## What the task requires
Going through the listing below, tally the lines that contain the word "JSON" and give only that figure.

## Data segment
- - - - - - -

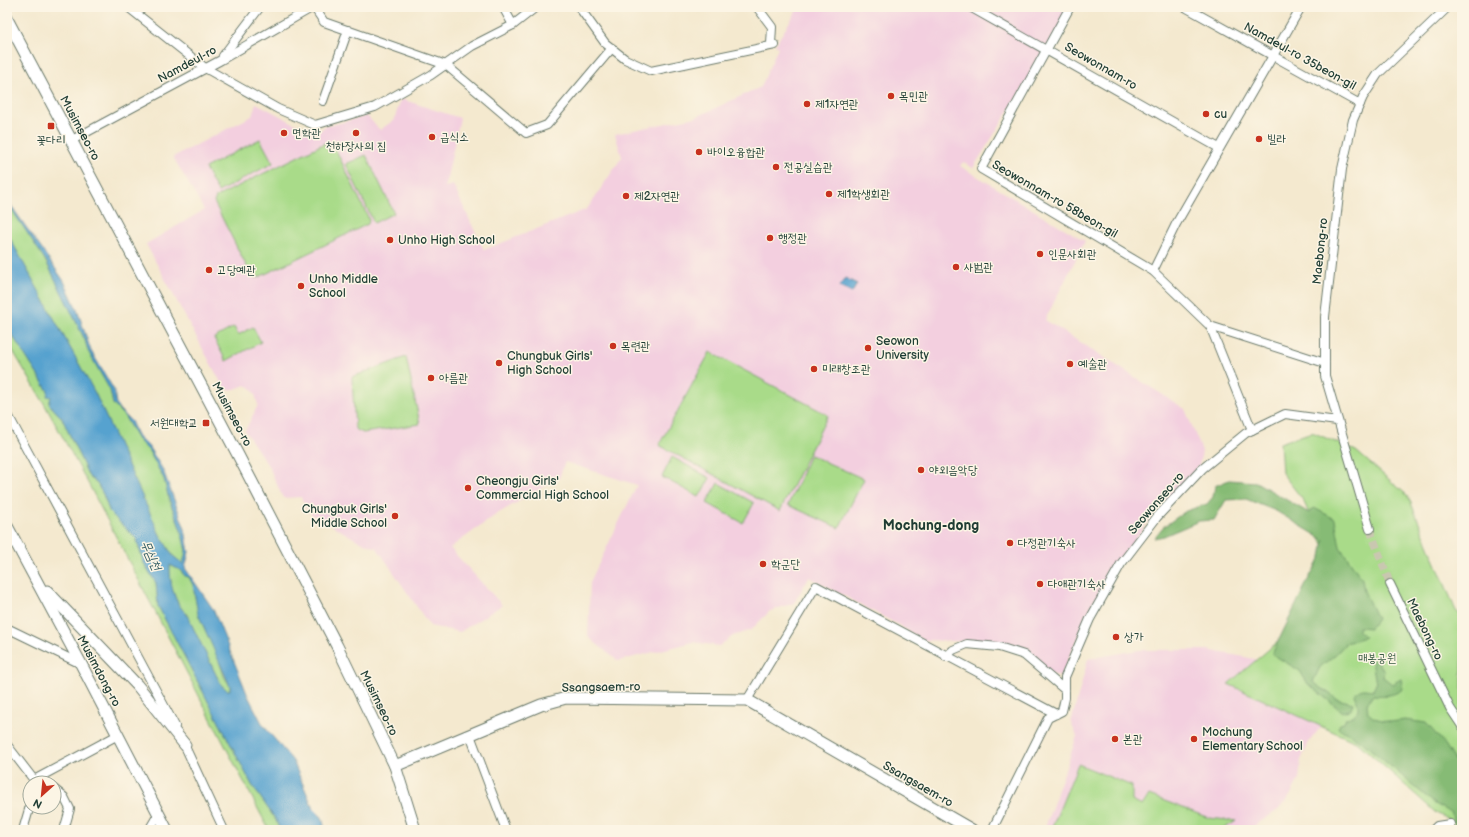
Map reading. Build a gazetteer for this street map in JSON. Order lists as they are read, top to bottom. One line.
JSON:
{"streets":{"street":["Namdeul-ro 35beon-gil","Namdeul-ro","Seowonnam-ro","Musimseo-ro","Seowonnam-ro 58beon-gil","Maebong-ro","Seowonseo-ro","Musimdong-ro","Ssangsaem-ro"]},"crossings":[["Namdeul-ro 35beon-gil","Maebong-ro"],["Namdeul-ro","Musimseo-ro"],["Seowonnam-ro","Seowonnam-ro 58beon-gil"],["Musimseo-ro","Ssangsaem-ro"],["Maebong-ro","Seowonseo-ro"]],"districts":["Mochung-dong"],"water":["무심천"],"parks":["매봉공원"],"places":{"other":["목민관","제1자연관","cu","면학관","천하장사의 집","급식소","빌라","바이오융합관","전공실습관","제1학생회관","제2자연관","행정관","Unho High School","인문사회관","사범관","고당예관","Unho Middle School","목련관","Seowon University","Chungbuk Girls' High School","예술관","미래창조관","아름관","야외음악당","Cheongju Girls' Commercial High School","Chungbuk Girls' Middle School","다정관기숙사","학군단","다애관기숙사","상가","본관","Mochung Elementary School"],"transit":["꽃다리","서원대학교"]},"north":"bottom left"}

- - - - - - -

## Result below
2